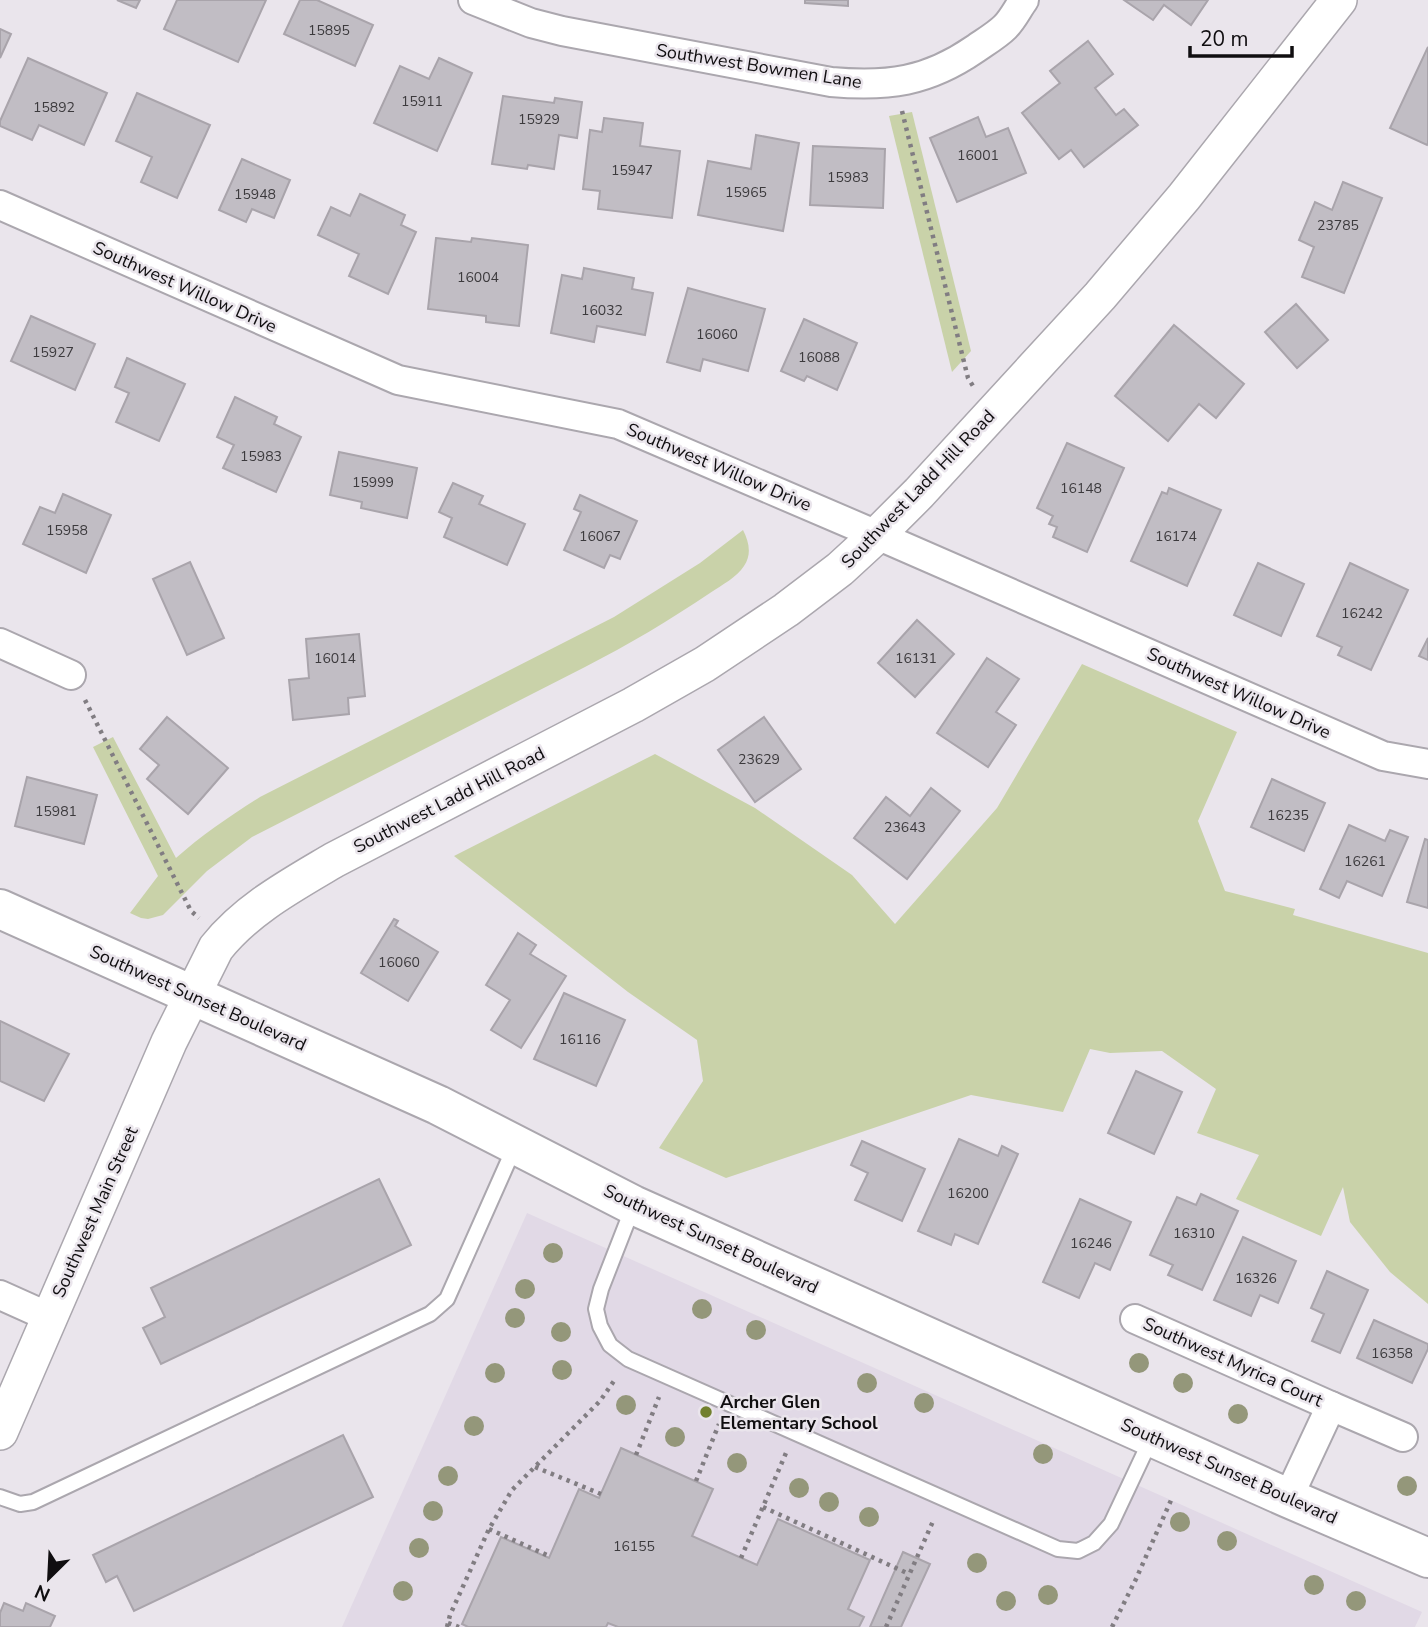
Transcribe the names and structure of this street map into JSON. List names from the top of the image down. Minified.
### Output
{"streets":{"main road":["Southwest Sunset Boulevard"],"street":["Southwest Bowmen Lane","Southwest Willow Drive","Southwest Ladd Hill Road","Southwest Main Street","Southwest Myrica Court"]},"crossings":[["Southwest Willow Drive","Southwest Ladd Hill Road"],["Southwest Ladd Hill Road","Southwest Sunset Boulevard"],["Southwest Ladd Hill Road","Southwest Main Street"],["Southwest Sunset Boulevard","Southwest Main Street"],["Southwest Sunset Boulevard","Southwest Myrica Court"]],"places":["Archer Glen Elementary School"],"house_numbers":["15895","15911","15892","15929","16001","15947","15983","15965","15948","23785","16004","16032","16060","15927","16088","15983","15999","16148","15958","16067","16174","16242","16014","16131","23629","15981","16235","23643","16261","16060","16116","16200","16310","16246","16326","16358","16155"],"scale_bar":"20 m","north":"bottom left"}
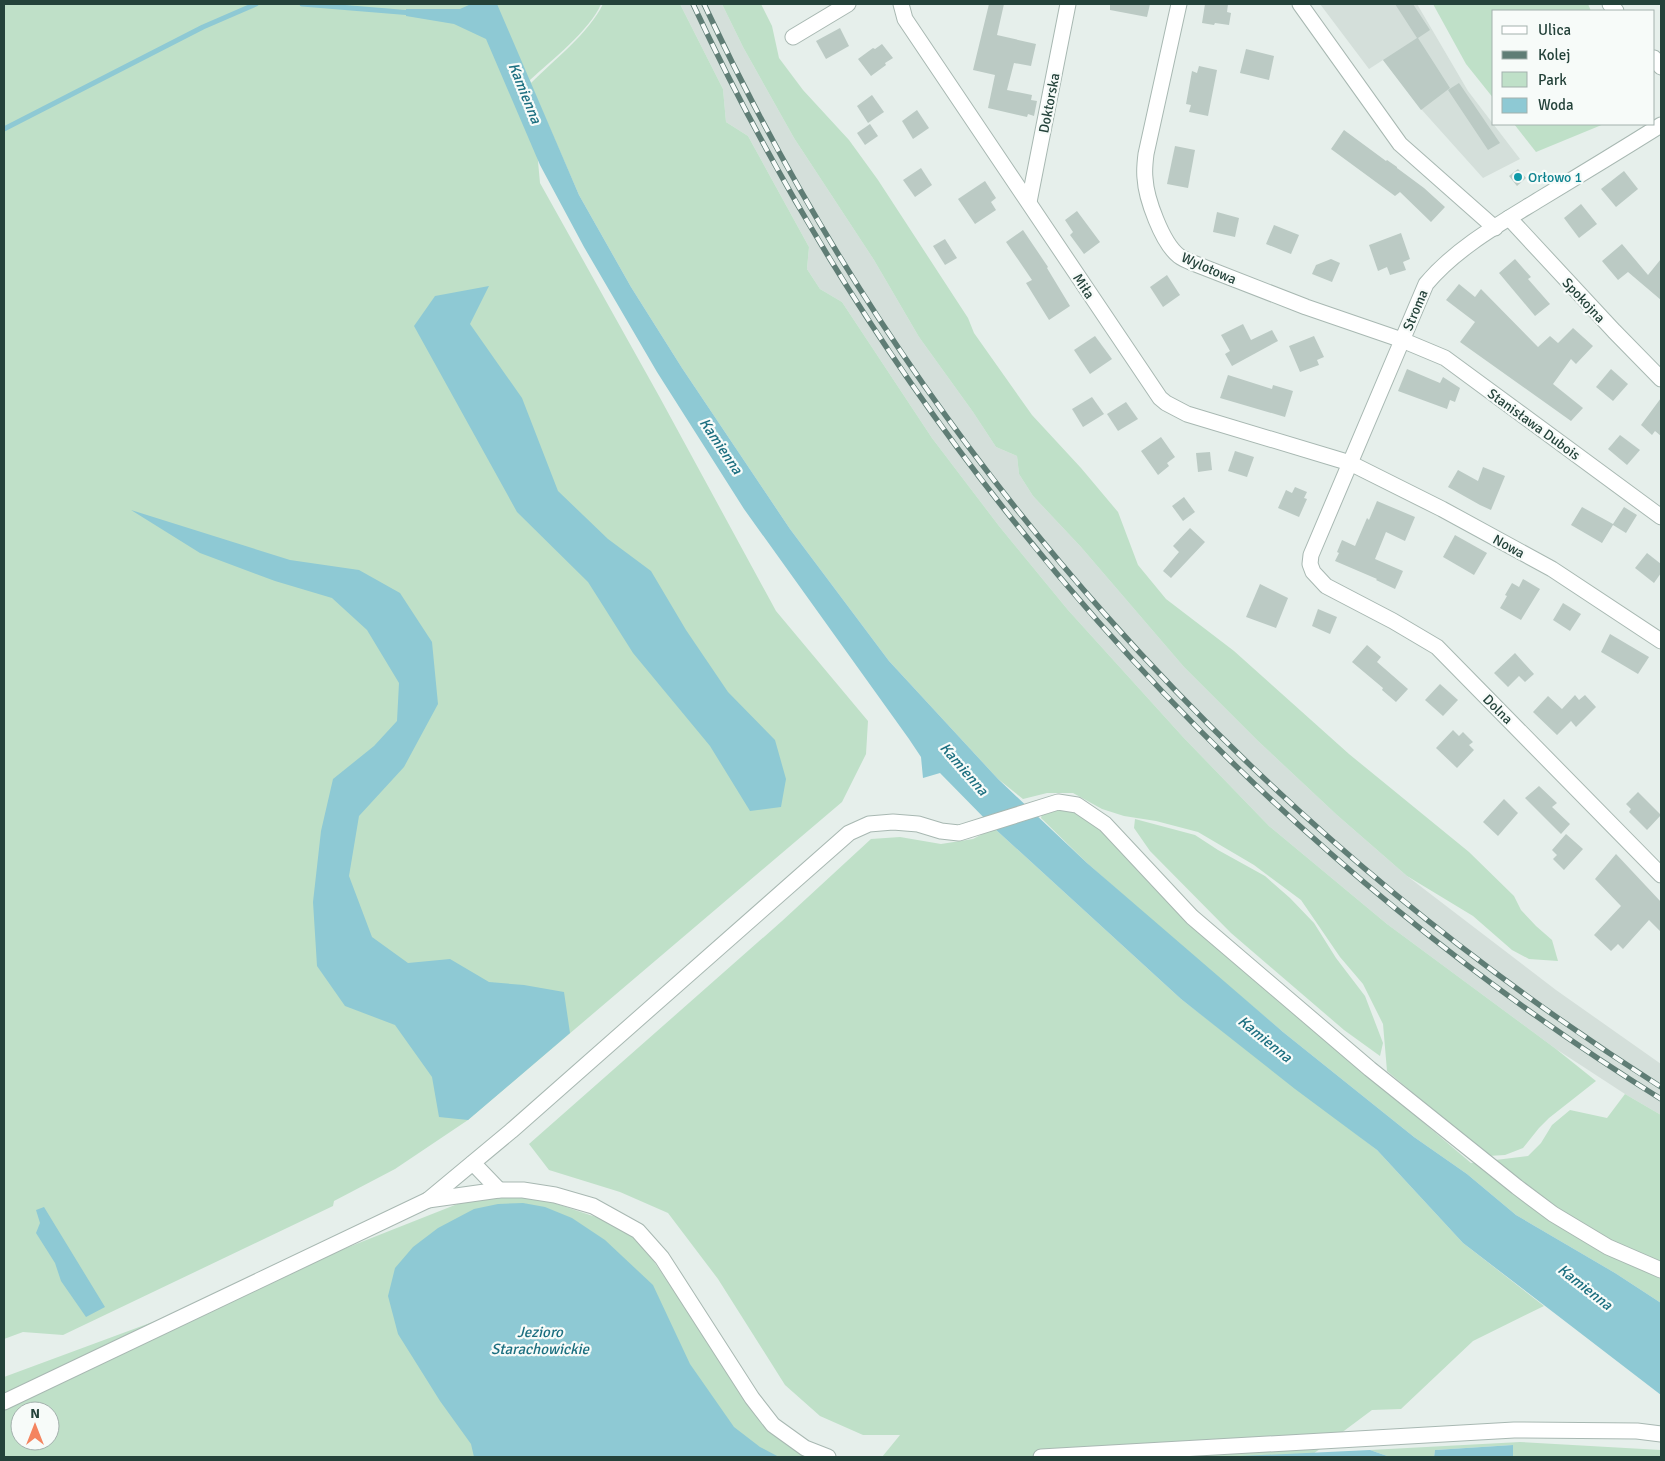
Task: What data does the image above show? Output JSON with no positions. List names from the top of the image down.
{
  "streets": {
    "street": [
      "Doktorska",
      "Wylotowa",
      "Miła",
      "Spokojna",
      "Stroma",
      "Stanisława Dubois",
      "Nowa",
      "Dolna"
    ]
  },
  "crossings": [
    ["Doktorska", "Miła"],
    ["Wylotowa", "Stroma"],
    ["Wylotowa", "Stanisława Dubois"],
    ["Miła", "Stroma"],
    ["Miła", "Nowa"],
    ["Spokojna", "Stroma"],
    ["Stroma", "Stanisława Dubois"],
    ["Stroma", "Nowa"],
    ["Stroma", "Dolna"]
  ],
  "water": ["Kamienna", "Jezioro Starachowickie"],
  "places": ["Orłowo 1"],
  "legend": [
    "Ulica",
    "Kolej",
    "Park",
    "Woda"
  ],
  "north": "top"
}
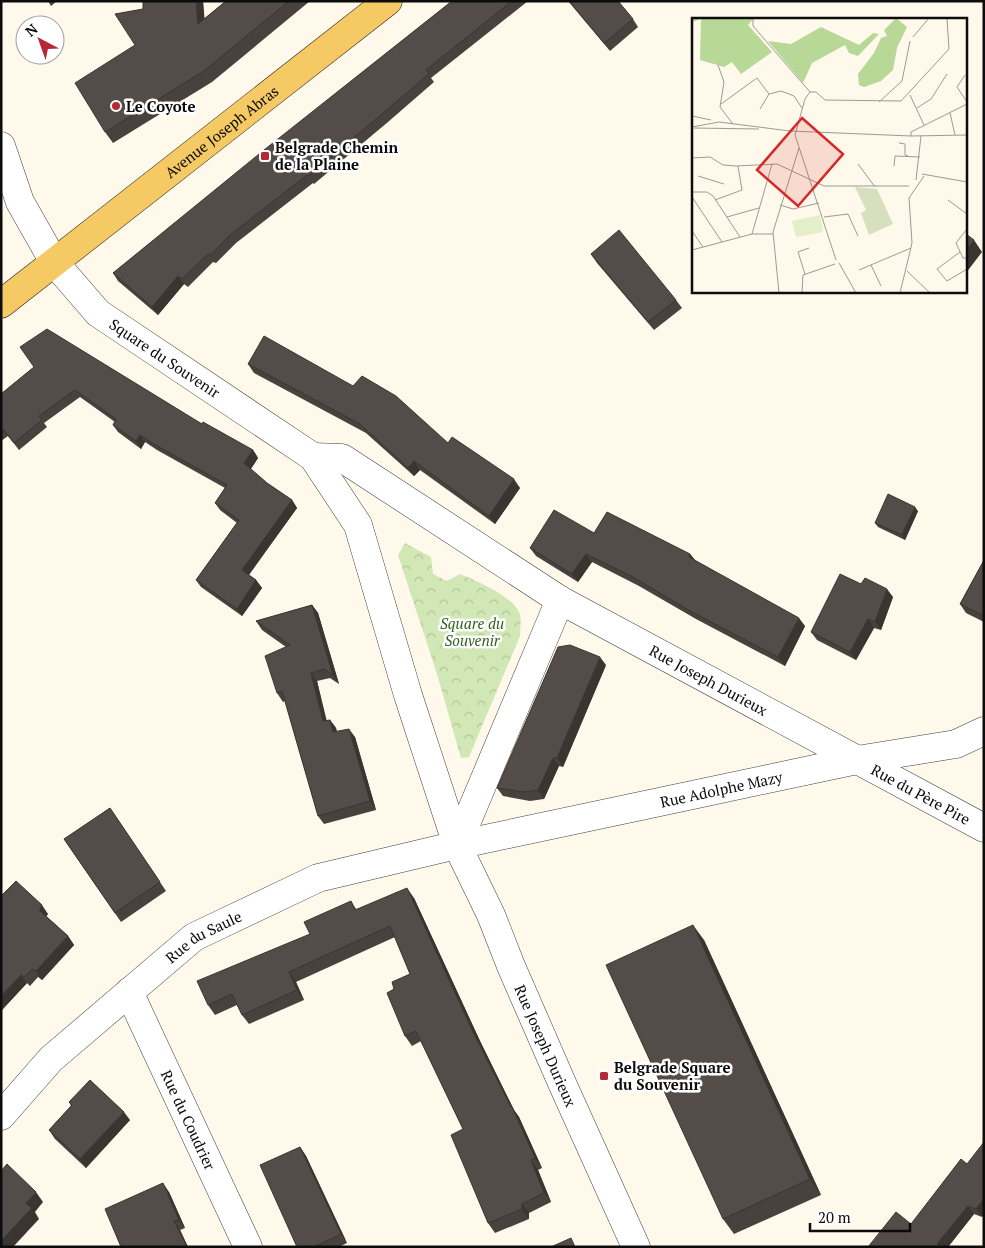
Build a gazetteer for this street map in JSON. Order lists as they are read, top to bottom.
{
  "streets": {
    "main road": ["Avenue Joseph Abras"],
    "street": [
      "Square du Souvenir",
      "Rue Joseph Durieux",
      "Rue Adolphe Mazy",
      "Rue du Père Pire",
      "Rue du Saule",
      "Rue du Coudrier"
    ]
  },
  "crossings": [
    ["Avenue Joseph Abras", "Square du Souvenir"],
    ["Square du Souvenir", "Rue Joseph Durieux"],
    ["Square du Souvenir", "Rue Adolphe Mazy"],
    ["Square du Souvenir", "Rue du Saule"],
    ["Rue Joseph Durieux", "Rue Adolphe Mazy"],
    ["Rue Joseph Durieux", "Rue du Père Pire"],
    ["Rue Joseph Durieux", "Rue du Saule"],
    ["Rue Adolphe Mazy", "Rue du Père Pire"],
    ["Rue Adolphe Mazy", "Rue du Saule"],
    ["Rue du Saule", "Rue du Coudrier"]
  ],
  "parks": ["Square du Souvenir"],
  "places": {
    "other": ["Le Coyote"],
    "transit": ["Belgrade Chemin de la Plaine", "Belgrade Square du Souvenir"]
  },
  "scale_bar": "20 m",
  "north": "top left"
}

● ● ● ● ● ● ●

#### YOUR OBJECTIVE
Check every line of the data above for the string "from", and copy those that have it.

#### RESULT OF THIS EXERCISE
Transcribe the names and structure of this street map into JSON. List names from the top of the image down. Minified.
Task: What data does the image above show? Output JSON with no positions. List names from the top of the image down.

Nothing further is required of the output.